Saved data entries

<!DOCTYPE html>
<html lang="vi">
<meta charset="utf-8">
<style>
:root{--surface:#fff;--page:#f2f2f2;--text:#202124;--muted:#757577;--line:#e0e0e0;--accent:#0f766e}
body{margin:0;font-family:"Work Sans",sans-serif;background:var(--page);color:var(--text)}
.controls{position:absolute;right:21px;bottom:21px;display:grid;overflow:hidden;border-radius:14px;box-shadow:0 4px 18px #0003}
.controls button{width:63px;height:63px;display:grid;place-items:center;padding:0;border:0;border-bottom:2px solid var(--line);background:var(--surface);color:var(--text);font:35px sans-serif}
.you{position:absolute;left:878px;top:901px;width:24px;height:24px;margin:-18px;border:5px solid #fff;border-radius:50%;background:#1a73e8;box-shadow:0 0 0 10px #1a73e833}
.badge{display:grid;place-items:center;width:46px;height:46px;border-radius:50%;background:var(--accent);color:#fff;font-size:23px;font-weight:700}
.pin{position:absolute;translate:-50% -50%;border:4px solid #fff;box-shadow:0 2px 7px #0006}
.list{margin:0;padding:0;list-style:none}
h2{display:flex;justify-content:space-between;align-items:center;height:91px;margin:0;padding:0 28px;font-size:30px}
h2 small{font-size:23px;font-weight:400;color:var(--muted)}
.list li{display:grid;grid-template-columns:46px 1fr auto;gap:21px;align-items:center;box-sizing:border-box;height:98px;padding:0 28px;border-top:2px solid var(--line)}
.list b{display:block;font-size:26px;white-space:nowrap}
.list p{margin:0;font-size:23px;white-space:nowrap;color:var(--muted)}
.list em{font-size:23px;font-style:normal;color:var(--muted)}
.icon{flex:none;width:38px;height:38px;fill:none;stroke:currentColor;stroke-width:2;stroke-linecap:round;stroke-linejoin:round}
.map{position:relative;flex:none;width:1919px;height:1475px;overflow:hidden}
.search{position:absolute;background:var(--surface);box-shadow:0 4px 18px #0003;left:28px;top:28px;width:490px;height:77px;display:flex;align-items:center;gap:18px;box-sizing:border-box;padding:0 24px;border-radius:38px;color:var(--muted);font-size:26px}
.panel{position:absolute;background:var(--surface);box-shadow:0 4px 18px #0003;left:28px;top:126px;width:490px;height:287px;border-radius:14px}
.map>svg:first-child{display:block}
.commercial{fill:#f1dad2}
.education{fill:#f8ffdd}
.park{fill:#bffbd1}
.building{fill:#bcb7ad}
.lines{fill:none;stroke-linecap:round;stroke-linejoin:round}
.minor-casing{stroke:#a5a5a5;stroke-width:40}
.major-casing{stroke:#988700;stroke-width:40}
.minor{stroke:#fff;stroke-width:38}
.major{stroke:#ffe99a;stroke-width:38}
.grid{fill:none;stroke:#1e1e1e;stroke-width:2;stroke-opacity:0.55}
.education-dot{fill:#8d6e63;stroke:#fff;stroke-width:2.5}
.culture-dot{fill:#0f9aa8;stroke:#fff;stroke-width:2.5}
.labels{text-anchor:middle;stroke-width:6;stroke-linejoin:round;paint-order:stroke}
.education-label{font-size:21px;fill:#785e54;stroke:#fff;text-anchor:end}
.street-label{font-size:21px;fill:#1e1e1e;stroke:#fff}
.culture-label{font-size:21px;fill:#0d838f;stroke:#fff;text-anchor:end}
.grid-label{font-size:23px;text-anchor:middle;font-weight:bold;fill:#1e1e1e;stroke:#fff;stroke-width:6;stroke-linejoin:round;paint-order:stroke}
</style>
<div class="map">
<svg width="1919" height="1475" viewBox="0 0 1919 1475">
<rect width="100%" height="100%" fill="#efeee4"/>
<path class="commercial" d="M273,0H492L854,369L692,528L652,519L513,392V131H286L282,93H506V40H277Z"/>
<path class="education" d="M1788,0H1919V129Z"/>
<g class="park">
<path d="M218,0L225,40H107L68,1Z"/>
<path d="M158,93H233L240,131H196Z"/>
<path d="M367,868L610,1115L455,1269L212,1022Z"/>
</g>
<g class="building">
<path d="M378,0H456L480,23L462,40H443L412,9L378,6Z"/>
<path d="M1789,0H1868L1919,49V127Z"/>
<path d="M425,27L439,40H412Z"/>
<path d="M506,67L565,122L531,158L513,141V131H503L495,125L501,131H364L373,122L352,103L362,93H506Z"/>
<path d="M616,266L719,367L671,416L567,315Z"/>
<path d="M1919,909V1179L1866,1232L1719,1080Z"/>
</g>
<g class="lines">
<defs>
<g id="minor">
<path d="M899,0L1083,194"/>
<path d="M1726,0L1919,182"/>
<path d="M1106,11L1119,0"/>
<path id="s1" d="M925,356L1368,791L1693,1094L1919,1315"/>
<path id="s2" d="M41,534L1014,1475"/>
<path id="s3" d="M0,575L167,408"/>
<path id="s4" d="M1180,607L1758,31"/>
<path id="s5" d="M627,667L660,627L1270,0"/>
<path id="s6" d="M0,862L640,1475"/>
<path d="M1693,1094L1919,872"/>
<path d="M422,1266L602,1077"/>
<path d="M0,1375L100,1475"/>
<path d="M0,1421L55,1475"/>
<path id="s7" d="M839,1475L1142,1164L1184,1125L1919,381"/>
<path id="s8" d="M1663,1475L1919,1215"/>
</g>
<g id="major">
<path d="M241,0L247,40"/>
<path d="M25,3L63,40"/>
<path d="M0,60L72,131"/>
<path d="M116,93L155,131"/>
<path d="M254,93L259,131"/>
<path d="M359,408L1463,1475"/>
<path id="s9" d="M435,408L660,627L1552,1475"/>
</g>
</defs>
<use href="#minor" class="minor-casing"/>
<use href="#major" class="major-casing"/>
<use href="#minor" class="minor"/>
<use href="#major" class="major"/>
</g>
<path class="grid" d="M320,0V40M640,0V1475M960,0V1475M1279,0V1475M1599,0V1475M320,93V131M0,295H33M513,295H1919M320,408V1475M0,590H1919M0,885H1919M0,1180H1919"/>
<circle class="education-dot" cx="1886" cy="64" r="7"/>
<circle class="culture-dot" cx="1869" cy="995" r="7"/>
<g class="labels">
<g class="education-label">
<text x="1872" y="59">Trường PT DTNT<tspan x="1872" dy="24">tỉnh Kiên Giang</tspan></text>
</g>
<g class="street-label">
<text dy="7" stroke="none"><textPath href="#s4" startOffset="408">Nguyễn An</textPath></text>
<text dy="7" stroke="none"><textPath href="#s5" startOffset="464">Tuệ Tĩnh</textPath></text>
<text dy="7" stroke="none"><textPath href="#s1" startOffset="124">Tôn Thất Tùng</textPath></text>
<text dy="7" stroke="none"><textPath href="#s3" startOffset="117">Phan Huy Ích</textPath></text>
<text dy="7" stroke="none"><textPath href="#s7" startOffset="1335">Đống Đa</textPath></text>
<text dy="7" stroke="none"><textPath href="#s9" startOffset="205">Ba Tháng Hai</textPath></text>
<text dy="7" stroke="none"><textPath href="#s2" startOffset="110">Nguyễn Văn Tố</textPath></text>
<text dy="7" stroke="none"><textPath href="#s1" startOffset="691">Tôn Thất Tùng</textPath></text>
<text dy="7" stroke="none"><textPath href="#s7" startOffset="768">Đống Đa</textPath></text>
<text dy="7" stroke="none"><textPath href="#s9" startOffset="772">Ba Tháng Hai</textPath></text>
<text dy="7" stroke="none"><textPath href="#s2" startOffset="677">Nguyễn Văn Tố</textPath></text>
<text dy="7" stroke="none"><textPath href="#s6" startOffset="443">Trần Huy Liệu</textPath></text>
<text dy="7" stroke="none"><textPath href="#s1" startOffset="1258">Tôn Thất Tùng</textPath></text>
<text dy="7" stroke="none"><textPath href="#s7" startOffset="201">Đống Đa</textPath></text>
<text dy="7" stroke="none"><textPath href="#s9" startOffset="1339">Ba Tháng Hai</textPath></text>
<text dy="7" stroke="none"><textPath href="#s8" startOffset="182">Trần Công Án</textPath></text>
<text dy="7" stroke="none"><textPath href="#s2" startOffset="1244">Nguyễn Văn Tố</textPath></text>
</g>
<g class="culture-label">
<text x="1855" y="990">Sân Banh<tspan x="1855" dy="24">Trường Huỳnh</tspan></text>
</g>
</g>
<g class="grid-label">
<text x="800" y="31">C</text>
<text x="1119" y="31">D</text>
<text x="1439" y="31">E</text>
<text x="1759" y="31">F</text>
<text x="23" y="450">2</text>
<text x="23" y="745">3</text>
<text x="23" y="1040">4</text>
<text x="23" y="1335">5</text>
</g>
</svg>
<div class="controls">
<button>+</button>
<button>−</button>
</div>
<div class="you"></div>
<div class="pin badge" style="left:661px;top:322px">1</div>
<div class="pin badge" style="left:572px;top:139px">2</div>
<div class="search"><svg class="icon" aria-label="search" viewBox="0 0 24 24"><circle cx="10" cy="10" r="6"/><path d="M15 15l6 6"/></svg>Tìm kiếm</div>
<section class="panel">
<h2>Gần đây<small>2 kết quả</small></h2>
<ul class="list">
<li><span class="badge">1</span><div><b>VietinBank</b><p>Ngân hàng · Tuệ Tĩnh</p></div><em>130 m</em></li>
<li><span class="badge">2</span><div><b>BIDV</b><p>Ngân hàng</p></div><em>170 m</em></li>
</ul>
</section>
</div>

WHAT IS NEEDED: From the entries, report every line in which the string "nowrap" occurs.

ANSWER FOR THE TASK:
.list b{display:block;font-size:26px;white-space:nowrap}
.list p{margin:0;font-size:23px;white-space:nowrap;color:var(--muted)}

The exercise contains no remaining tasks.